The government has kick-started the funding of the mission to the moon, and has provided Rs 70 crore (Rs 700 million) in the Budget for 2004-05. The mission, including the launch of the lunar vehicle Chandrayan I in 2008, envisages an investment of around Rs 400 crore (Rs 4,000 million) over a five-year period.
India's moon mission aims to search for minerals and chemicals on the lunar surface through the mapping of the poles and craters, searching for surface or sub-surface water-ice and identifying chemical end members of high-land rocks, among other things.
Work on the launch has already started and Indian Space Research Organisation, in its first Announcement of Opportunity, has called for proposals for providing "suitable scientific payloads", including Terrain Mapping Cameras (TMC), Hyper-Spectral Imager and Lunar Laser Ranging Instrument.
While the TMC will be used to generate high-resolution three-dimensional cartographic map of the moon using stereoscopic cameras, the Hyper-Spectral Imager will obtain spectrum information by acquiring image data for mineralogical mapping using a wedge filter and an area array detector to.
The Lunar Laser Ranging Instrument is used for providing ranging data for determining the accurate altitude of the spacecraft above the lunar surface.
Isro has already selected payloads for high-resolution remote sensing of the lunar surface features in visible, near infrared, X-ray and low-energy gamma ray regions.
Proposals have been sought for sourcing about 10 kg payload weight and 10 watt power.

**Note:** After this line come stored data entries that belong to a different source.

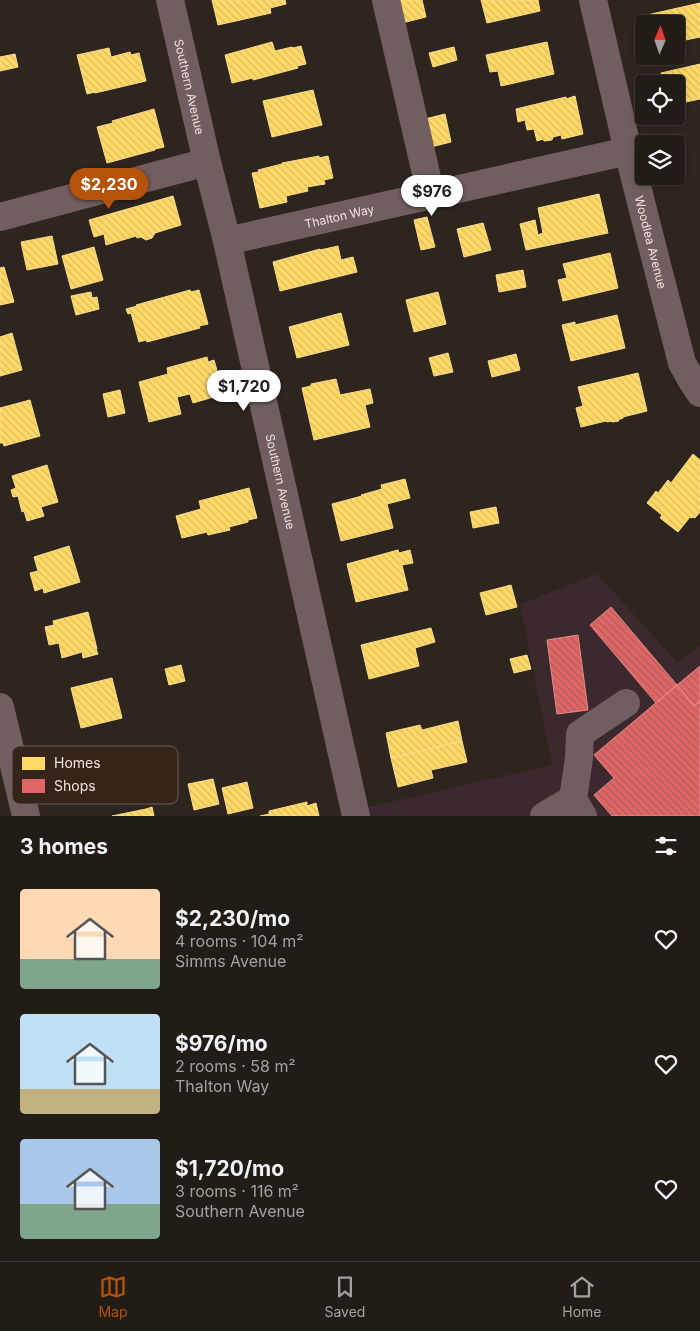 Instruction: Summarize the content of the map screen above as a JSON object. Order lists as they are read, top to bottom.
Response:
{
  "streets": {
    "street": ["Southern Avenue", "Thalton Way", "Woodlea Avenue"]
  },
  "crossings": [
    ["Southern Avenue", "Thalton Way"],
    ["Thalton Way", "Woodlea Avenue"]
  ],
  "legend": ["Homes", "Shops"],
  "north": "top",
  "page": {
    "price": ["$2,230", "$976", "$1,720"],
    "heading": "3 homes",
    "list": [
      {
        "name": "$2,230/mo",
        "note": "4 rooms · 104 m² · Simms Avenue"
      },
      {
        "name": "$976/mo",
        "note": "2 rooms · 58 m² · Thalton Way"
      },
      {
        "name": "$1,720/mo",
        "note": "3 rooms · 116 m² · Southern Avenue"
      }
    ],
    "tabs": ["Map", "Saved", "Home"]
  }
}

The mission, with an operational life of around 2 years, envisages placing a 525-kg satellite in a polar orbit, 100-km above the moon. The lunar vehicle is proposed to go round the two poles of the moon.
Chandrayan-1 was expected to be the forerunner of more ambitious planetary missions later, including landing robots on the moon and visits by Indian spacecraft to other planets in the solar system, Isro said.
India's mission to the moon was announced by Prime Minister Atal Bihari Vajpayee on Independence Day. Chandrayan I is proposed to be a 1.5-metre cuboid satellite with a launch speed of 10 km per second into an earthly orbit for a 350,000 kilometre journey in five and a half days.
In the Budget estimates for 2004-05, the government has also allocated Rs 490 crore (Rs 4,900 million), against Rs 250 crore (Rs 2,500 million) for this fiscal, for GSLV Mk-III development which is a launch vehicle capable to launching 4 tonne class of communication satellites.
The project is estimated to cost Rs 2,498 crore (Rs 24.98 billion) and will be completed in 2007-08.